Check each line of the material below for "reading", then copy the ones that contain it.

AVAILABLE DATA:

»»

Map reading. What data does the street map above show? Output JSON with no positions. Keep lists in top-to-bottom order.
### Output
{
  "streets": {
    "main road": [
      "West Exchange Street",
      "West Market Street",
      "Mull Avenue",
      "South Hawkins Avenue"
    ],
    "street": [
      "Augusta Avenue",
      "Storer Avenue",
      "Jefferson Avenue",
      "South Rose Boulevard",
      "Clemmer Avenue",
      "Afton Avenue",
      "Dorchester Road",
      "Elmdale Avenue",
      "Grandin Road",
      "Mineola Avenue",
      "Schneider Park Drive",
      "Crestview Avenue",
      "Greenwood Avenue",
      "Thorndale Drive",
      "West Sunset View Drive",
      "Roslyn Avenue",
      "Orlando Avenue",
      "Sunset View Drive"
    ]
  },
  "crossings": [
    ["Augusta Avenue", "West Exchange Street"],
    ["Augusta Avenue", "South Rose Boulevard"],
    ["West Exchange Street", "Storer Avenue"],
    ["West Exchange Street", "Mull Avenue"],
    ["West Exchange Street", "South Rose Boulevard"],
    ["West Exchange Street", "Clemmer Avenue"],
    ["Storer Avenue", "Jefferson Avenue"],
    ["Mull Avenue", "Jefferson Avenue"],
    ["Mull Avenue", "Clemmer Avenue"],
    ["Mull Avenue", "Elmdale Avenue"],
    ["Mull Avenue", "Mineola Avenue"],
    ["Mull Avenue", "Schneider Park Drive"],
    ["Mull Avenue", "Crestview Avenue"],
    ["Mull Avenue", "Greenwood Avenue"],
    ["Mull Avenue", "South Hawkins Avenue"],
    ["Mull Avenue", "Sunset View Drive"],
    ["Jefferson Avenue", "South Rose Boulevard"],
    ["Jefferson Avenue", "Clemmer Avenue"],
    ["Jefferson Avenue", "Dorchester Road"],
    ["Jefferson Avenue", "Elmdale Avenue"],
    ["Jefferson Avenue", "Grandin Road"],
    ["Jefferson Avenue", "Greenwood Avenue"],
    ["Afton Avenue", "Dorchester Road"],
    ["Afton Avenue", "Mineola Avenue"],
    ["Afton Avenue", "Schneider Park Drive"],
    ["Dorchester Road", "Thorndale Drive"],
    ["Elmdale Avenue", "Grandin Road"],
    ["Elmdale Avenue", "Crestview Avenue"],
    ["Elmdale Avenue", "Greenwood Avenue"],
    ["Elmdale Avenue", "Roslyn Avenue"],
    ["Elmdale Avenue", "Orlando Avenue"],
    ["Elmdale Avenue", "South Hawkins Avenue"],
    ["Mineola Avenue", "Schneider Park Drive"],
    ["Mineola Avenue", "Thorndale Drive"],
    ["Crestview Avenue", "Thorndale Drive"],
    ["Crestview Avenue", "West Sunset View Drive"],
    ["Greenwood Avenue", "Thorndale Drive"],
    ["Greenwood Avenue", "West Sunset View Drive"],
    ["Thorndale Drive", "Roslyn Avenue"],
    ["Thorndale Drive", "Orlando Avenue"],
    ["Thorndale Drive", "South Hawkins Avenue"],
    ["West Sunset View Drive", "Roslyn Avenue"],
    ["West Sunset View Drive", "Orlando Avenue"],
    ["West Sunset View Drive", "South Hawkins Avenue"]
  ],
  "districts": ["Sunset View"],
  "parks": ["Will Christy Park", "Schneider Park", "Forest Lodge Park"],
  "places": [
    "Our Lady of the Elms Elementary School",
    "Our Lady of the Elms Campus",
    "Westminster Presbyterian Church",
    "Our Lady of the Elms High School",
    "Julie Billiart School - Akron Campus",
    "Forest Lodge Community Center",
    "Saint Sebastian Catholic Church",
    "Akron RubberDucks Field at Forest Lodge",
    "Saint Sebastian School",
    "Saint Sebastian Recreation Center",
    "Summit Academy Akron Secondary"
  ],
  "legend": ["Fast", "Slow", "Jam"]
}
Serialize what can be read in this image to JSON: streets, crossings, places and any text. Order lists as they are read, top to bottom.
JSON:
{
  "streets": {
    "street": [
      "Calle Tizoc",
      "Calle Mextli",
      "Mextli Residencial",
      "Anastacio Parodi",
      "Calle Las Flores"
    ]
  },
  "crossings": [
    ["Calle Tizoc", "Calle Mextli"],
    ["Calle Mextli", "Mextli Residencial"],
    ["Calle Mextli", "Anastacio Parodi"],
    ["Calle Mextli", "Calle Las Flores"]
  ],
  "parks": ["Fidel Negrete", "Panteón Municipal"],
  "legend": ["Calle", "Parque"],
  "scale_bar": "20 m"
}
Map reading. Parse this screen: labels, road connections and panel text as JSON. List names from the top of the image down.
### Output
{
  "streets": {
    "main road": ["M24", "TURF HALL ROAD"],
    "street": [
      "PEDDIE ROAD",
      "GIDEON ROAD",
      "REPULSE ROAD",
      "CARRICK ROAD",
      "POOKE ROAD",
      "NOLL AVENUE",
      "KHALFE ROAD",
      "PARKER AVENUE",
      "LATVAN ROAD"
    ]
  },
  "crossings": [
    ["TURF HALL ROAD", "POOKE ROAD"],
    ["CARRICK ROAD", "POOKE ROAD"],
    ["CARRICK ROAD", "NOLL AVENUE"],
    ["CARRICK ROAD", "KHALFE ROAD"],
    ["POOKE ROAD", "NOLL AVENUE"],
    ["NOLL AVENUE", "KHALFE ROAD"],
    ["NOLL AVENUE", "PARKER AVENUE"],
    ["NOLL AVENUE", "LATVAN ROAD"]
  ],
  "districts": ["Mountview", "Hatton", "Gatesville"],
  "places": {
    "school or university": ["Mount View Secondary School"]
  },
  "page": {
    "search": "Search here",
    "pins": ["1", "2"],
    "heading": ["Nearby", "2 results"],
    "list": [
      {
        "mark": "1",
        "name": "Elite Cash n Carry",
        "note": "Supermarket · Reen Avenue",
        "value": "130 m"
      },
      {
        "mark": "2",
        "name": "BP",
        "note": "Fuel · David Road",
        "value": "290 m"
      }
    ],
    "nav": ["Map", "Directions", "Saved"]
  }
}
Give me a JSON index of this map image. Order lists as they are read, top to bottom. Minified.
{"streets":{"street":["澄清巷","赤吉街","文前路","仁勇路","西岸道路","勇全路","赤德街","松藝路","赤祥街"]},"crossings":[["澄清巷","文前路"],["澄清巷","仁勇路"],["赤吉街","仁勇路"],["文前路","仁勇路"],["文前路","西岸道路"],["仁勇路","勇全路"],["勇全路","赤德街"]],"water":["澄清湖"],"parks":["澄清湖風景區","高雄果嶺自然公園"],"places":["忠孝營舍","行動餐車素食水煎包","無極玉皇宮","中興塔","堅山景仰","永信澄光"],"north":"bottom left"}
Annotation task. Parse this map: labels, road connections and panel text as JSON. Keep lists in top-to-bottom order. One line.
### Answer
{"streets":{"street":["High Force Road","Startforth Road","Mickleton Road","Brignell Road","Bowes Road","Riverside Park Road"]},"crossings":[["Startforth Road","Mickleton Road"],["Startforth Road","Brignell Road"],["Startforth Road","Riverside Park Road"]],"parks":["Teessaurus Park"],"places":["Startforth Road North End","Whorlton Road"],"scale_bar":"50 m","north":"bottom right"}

««

RESULT:
Map reading. What data does the street map above show? Output JSON with no positions. Keep lists in top-to-bottom order.
Map reading. Parse this screen: labels, road connections and panel text as JSON. List names from the top of the image down.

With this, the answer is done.